• Problem statement
Lines with the word "overflow" are the answer; copy each of them from the data below.

• Provided data
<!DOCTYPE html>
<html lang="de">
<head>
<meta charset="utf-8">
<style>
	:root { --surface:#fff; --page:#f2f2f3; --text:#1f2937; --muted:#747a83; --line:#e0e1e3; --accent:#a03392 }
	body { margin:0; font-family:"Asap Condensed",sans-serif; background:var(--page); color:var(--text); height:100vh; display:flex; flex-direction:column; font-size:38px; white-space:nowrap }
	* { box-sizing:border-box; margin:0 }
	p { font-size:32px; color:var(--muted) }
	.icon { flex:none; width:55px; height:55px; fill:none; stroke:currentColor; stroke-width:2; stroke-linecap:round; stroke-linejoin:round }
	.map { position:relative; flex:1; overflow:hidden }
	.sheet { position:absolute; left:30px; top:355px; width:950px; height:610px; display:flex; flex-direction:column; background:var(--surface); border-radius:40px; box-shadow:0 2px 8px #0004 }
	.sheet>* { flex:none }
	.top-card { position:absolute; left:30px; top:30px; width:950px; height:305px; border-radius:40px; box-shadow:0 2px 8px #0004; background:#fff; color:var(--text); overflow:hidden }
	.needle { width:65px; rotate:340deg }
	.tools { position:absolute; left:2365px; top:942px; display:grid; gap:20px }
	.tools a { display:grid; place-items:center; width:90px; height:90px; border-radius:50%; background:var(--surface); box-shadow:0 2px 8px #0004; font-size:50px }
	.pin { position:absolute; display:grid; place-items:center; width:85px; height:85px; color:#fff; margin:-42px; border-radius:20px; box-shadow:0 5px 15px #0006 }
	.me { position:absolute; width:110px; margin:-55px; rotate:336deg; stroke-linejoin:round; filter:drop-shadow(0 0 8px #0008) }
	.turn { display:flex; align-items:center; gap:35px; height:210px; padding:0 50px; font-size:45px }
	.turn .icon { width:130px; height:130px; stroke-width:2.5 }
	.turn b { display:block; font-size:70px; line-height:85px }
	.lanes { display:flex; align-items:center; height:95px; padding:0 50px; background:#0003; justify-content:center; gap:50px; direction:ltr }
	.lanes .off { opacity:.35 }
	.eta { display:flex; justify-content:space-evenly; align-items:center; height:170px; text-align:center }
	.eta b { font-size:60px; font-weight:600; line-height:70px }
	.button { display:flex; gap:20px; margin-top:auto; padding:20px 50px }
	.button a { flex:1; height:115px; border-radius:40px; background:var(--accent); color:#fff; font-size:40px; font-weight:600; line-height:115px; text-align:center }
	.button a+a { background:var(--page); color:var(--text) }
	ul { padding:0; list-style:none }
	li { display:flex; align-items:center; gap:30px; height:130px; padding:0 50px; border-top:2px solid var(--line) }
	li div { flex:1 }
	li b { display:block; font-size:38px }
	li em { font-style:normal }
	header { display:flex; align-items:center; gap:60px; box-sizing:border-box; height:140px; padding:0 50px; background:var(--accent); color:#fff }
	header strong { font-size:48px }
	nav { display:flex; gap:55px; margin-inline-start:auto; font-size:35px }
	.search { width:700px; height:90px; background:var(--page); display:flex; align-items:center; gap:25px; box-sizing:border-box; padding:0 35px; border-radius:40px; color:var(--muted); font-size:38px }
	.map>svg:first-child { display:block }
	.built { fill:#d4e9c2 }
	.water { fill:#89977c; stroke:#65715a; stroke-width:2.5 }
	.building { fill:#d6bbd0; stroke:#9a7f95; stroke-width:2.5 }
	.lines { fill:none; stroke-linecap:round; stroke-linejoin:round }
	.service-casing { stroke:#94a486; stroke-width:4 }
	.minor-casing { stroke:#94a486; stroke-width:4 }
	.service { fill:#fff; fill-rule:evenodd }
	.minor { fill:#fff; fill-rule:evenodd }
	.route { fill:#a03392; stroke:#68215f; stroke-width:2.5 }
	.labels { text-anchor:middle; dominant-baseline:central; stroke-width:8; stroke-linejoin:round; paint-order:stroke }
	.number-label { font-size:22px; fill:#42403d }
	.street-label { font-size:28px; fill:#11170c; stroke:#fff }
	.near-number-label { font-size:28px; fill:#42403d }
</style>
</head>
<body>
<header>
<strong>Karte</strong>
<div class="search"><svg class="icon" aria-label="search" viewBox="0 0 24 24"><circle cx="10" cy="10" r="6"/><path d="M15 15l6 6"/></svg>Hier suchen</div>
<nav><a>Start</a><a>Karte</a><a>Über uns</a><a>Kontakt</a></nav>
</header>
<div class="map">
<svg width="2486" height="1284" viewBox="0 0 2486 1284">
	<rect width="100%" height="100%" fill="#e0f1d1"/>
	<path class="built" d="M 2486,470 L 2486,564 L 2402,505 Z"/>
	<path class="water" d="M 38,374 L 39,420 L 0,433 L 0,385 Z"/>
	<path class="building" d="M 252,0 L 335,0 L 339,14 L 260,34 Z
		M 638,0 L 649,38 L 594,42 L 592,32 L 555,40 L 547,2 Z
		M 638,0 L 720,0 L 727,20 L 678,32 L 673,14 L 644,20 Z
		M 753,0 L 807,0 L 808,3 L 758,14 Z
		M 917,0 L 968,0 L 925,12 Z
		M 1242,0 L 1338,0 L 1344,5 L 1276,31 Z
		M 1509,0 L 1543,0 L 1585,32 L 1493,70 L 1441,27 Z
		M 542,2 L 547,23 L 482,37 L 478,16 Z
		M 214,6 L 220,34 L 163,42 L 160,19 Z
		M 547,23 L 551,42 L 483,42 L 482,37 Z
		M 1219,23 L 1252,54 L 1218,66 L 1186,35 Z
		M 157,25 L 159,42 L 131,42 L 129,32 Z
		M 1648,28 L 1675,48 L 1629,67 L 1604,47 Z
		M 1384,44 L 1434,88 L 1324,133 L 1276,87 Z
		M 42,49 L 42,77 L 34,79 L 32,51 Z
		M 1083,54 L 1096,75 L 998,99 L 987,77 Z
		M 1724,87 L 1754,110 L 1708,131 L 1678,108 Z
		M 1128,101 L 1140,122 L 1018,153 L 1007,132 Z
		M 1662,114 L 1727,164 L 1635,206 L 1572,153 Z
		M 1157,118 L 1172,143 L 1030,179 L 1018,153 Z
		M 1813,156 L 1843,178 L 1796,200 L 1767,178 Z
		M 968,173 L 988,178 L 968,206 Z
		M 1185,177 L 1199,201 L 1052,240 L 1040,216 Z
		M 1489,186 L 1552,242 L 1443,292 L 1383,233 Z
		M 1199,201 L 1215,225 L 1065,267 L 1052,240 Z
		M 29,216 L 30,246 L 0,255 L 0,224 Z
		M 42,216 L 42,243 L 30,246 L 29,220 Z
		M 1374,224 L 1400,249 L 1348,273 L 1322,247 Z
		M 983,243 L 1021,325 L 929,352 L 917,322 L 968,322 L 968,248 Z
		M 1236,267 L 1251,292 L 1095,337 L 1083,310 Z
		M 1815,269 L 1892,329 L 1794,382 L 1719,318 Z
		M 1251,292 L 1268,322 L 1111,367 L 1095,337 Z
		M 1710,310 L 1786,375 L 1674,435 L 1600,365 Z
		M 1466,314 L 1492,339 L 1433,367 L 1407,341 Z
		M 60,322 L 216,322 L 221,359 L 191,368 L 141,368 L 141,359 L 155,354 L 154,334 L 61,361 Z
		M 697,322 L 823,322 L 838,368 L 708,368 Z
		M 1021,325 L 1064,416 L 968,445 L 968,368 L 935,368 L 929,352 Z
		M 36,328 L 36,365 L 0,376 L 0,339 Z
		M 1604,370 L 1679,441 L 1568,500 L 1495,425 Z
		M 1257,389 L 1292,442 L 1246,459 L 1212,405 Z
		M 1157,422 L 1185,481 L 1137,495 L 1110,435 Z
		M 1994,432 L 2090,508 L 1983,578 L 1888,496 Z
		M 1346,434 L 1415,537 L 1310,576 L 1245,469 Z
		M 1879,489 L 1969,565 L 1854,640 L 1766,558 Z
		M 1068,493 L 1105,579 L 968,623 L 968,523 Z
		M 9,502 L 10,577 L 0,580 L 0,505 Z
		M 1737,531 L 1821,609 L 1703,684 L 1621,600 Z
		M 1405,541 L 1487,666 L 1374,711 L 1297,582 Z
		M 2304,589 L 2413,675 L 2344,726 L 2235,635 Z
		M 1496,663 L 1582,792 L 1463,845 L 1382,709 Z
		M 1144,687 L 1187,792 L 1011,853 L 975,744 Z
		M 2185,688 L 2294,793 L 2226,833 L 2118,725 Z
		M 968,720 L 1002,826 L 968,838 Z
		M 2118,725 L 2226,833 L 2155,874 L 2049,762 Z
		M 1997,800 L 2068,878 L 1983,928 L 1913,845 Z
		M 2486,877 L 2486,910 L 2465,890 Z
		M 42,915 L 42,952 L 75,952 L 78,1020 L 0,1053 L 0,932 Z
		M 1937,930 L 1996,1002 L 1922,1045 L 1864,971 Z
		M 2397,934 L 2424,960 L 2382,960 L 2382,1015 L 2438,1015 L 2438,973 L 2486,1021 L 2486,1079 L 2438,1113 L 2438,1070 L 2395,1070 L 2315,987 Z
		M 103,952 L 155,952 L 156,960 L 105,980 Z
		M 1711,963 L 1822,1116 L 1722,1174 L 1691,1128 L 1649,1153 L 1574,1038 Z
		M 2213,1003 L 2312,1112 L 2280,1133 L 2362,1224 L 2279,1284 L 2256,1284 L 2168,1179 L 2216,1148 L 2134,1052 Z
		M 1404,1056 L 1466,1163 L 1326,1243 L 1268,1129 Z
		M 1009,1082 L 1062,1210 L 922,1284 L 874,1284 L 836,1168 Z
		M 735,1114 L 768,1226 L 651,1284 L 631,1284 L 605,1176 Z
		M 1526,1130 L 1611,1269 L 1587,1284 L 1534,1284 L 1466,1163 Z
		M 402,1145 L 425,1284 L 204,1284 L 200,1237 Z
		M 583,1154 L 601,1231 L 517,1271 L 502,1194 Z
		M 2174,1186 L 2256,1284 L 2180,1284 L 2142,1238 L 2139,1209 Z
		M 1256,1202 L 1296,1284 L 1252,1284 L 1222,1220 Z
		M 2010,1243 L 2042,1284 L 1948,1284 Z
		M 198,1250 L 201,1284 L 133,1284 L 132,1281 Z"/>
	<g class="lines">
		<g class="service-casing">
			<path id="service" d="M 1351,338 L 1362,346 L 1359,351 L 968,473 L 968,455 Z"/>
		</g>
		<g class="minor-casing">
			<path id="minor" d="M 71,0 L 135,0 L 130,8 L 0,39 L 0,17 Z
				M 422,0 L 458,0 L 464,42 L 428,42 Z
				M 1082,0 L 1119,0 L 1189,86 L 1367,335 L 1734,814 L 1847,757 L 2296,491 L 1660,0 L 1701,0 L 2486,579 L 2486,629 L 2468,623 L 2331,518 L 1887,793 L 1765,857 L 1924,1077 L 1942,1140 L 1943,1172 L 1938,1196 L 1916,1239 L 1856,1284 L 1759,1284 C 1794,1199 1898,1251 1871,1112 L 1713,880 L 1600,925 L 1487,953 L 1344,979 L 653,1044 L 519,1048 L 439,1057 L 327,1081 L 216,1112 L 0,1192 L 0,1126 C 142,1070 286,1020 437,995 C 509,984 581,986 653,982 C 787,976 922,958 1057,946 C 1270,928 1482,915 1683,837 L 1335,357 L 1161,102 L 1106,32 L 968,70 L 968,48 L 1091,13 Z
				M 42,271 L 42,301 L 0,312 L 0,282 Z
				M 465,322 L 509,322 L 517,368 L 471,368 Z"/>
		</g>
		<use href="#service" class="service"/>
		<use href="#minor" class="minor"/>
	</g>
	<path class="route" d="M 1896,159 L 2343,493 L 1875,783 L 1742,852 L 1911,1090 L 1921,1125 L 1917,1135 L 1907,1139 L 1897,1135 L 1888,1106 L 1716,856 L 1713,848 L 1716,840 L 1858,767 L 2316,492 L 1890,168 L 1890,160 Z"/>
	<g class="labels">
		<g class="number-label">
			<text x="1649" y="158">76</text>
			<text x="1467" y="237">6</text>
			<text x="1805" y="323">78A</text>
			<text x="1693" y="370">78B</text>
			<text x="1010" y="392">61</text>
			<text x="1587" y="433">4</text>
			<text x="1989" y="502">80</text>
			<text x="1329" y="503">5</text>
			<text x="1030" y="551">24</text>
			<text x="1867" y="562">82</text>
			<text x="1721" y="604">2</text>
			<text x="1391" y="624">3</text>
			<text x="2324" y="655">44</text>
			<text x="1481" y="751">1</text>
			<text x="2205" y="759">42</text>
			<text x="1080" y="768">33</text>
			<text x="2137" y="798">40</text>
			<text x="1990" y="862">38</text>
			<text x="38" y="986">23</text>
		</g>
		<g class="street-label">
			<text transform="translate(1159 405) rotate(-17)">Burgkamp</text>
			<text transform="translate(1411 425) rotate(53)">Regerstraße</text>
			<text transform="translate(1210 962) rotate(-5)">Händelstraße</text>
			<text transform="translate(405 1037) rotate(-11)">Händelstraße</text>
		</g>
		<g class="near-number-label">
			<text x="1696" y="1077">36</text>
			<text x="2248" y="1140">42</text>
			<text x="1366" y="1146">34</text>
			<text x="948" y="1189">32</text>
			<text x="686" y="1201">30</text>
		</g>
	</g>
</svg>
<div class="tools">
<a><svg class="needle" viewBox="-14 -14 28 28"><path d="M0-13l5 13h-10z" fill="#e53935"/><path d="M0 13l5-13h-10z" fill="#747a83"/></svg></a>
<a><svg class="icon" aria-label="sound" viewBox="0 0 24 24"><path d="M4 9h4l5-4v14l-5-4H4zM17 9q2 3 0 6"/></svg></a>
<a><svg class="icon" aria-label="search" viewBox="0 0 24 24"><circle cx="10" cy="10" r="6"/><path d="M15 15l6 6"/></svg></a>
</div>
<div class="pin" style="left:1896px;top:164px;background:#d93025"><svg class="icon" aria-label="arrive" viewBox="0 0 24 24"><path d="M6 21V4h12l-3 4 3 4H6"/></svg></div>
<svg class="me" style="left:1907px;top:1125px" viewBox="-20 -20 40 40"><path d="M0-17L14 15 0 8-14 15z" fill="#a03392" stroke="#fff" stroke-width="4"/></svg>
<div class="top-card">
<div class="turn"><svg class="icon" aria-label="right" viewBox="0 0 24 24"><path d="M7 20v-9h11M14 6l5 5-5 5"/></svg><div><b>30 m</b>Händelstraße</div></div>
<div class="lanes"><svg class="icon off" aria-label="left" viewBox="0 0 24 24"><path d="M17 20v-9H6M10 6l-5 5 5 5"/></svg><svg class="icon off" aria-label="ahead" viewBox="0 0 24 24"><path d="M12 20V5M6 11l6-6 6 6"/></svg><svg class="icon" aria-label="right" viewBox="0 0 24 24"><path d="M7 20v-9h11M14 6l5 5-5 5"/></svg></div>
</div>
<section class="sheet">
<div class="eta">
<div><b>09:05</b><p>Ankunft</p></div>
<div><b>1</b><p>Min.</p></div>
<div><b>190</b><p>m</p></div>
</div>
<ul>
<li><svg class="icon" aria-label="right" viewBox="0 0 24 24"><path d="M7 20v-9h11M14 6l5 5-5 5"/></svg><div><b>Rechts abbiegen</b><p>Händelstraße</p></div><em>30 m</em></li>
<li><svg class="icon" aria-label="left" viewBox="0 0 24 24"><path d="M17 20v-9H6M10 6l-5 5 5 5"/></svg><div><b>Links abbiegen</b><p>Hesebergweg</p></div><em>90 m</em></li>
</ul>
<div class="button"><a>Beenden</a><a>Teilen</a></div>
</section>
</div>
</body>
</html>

• Task response
	.map { position:relative; flex:1; overflow:hidden }
	.top-card { position:absolute; left:30px; top:30px; width:950px; height:305px; border-radius:40px; box-shadow:0 2px 8px #0004; background:#fff; color:var(--text); overflow:hidden }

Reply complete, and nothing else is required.